In 1871, without any warning, the land occupied by the Barriere Lake people was flooded behind a large dam, whose purpose was to store water so that logs could be floated down the Gatineau, to Ottawa. So, the fish, animals and people had to move elsewhere. None of the legally required consent was obtained, no meeting or assembly was held, nothing like that: the Algonquins were simply treated as if they weren’t there.
At first the northern Algonquins were able to survive, because the logging techniques used in those days were simple, and the loggers did not build roads or settlements. But by the 1890s, the whole of the Algonquins’ traditional forest was subject to timber leases, given away by the provincial government for $8 a square mile. Naturally, no consent or consultation delayed the deal --- again, in fact, a veritable steal for the companies.
From 1928 for the next five decades, Quebec province passed more than  100 orders-in-council governing the Barriere Lake traditional lands. In that year the Grand Lake Victoria Indian game reserve of 6,300 square miles was established. This is the closest that Canadian law ever came to recognizing the rights of the Algonquins in and to their traditional lands, It did recognize that Indians had previously been exclusive occupants of these lands and gave them exclusive hunting rights.
So what happened to this Indian game reserve? Well, a year later, 1929, Gatineau Paper, a subsidiary of Canadian International Paper, built the Cabonga dam to create a reservoir in the very heart of the Barriere Lake lands. No consent was obtained; no compensation for flooded lands was paid; the Algonquins were never even told how much land was to be flooded or that the reservoir would have a fluctuating shoreline --- a matter of essential importance to the Algonquin way of life. The company paid 13 or 14 people $30 each to enable them to build small cabins --- a total of $525 in compensation. Another really good deal. Nobody could say the law wasn’t generous --- to the companies.
The province made no effort to enforce the exclusive indigenous hunting provisions of 1928 ; in fact in 1936 they revoked them. Three years later the province built a major road right through the hunting reserve --- again without consultation --- and declared 10 miles on each side of the road to be a reserve forbidden to all hunters, specifically ending the indigenous “privileges,” as they called them.

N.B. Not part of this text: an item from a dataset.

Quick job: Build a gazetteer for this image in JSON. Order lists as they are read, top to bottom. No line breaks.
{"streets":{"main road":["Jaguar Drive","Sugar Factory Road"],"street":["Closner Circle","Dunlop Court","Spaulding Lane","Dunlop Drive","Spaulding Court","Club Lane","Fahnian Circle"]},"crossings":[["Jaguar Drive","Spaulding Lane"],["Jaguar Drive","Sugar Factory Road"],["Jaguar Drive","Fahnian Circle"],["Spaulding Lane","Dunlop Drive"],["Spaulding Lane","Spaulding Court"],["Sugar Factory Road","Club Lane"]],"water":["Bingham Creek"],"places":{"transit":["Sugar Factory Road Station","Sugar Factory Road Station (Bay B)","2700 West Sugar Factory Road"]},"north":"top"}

In 1948 what was left of the 1928 hunting reserve was renamed a beaver reserve, in which the Algonquins now had an exclusive right only to trap beaver.

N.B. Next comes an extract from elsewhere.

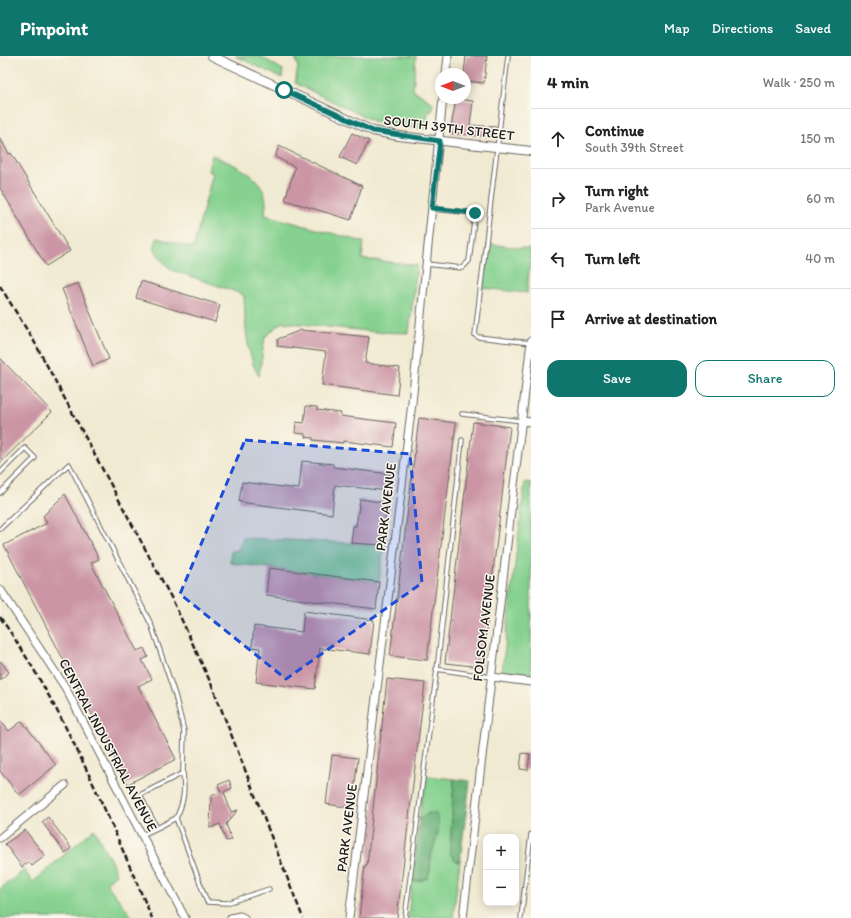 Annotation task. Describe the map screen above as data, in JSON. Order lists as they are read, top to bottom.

In 1945, 1950 and 1955, the highway reserve that had been carved out around the road was gradually increased in size and re-named LaVerendrye Wildlife Reserve, in which all hunting was forbidden.

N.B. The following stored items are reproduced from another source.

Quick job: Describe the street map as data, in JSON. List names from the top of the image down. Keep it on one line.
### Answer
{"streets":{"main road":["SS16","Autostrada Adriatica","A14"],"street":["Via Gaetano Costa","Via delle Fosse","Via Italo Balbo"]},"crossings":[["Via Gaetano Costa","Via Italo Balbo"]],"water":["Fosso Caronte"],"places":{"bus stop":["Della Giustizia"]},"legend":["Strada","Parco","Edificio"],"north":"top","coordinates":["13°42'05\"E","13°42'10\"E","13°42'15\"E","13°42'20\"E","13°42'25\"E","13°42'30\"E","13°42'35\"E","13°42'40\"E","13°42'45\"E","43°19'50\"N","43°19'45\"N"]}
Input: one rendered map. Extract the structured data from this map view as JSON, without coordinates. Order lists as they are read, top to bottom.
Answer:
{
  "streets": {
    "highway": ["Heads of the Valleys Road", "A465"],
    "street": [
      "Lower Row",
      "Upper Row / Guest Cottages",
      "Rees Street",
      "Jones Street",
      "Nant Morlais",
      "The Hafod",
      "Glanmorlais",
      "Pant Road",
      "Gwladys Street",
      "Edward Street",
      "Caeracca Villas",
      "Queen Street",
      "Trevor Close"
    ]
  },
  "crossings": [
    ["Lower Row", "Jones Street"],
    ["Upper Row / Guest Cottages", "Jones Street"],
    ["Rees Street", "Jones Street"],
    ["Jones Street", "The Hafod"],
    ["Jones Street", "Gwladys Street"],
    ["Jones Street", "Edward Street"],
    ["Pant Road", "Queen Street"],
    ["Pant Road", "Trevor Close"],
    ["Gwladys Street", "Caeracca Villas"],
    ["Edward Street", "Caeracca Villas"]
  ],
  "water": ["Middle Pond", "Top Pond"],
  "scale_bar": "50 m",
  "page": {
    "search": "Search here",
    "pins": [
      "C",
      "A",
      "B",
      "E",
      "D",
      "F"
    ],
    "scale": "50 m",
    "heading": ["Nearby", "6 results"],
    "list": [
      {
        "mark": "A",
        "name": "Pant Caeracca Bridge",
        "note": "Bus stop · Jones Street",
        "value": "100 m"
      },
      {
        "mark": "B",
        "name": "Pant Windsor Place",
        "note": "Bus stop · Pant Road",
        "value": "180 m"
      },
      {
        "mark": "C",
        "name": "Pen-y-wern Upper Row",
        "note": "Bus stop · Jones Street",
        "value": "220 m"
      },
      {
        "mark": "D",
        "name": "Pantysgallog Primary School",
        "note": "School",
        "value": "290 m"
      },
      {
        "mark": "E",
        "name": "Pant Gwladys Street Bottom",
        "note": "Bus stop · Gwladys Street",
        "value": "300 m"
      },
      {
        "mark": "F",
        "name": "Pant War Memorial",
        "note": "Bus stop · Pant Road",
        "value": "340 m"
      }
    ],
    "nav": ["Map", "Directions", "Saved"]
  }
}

As a result of this a running Algonquin battle began with game wardens. But again, preferential treatment was given to outside hunters; a large tourist establishment was built by Euro-Canadians that was given exclusive hunting rights in the area in which hunting was otherwise forbidden.
In 1965, the Wildlife Reserve was opened for one year to a moose hunt. That has been renewed every year since then. At first, Indians were given some priority as guides, but this was removed in 1980. Henceforth white sports hunters have taken more moose than the Algonquins whose whole way of life depended on the moose. (This was true at least in 2008, and I would be surprised if it is still not true.)
(It is worth observing in parenthesis that the designation of the reserve as being for wildlife protection was surely either the most farcical joke ever attempted in Canadian nomenclature, or a cruel and pitiless measure designed to humiliate the traditional occupants of the land. The department of natural resources was given control over the wildlife. But another department, concerned with industry was in charge of the forest. Such confusion gives an idea of the inchoate incompetence of the provincial government.)
In 1993 I wrote in my book People of Terra Nullius (p 116): “For more than 40 years, from at least 1919, the Quebec government repeatedly refused to confirm the Algonquin ownership of their land, arguing that it was under timber licence and within a game and fish reserve. In contrast land grants were given to the Hudson’s Bay Company and the Church as soon as they asked.” (This is a common theme of Canadian history: e.g. in the area of Banff national park, established in the traditional lands of the Stoneys, the Stoneys were booted out, while a German mining company was given immediate priority over the Indian interest. In fact, the Stoneys were confined to a small reserve in which they could not make a living, and had to be reluctantly supported by the government, so reluctantly that the Stoneys found themselves wanted neither in the reserve nor out of the reserve, where they were a nuisance in the way of tourist and other development. And, closer to home, in James Bay, the people who originally lived where the town of Chibougamau now stands had to move around at least 10 times to make way for industrial developments of some kind or other.)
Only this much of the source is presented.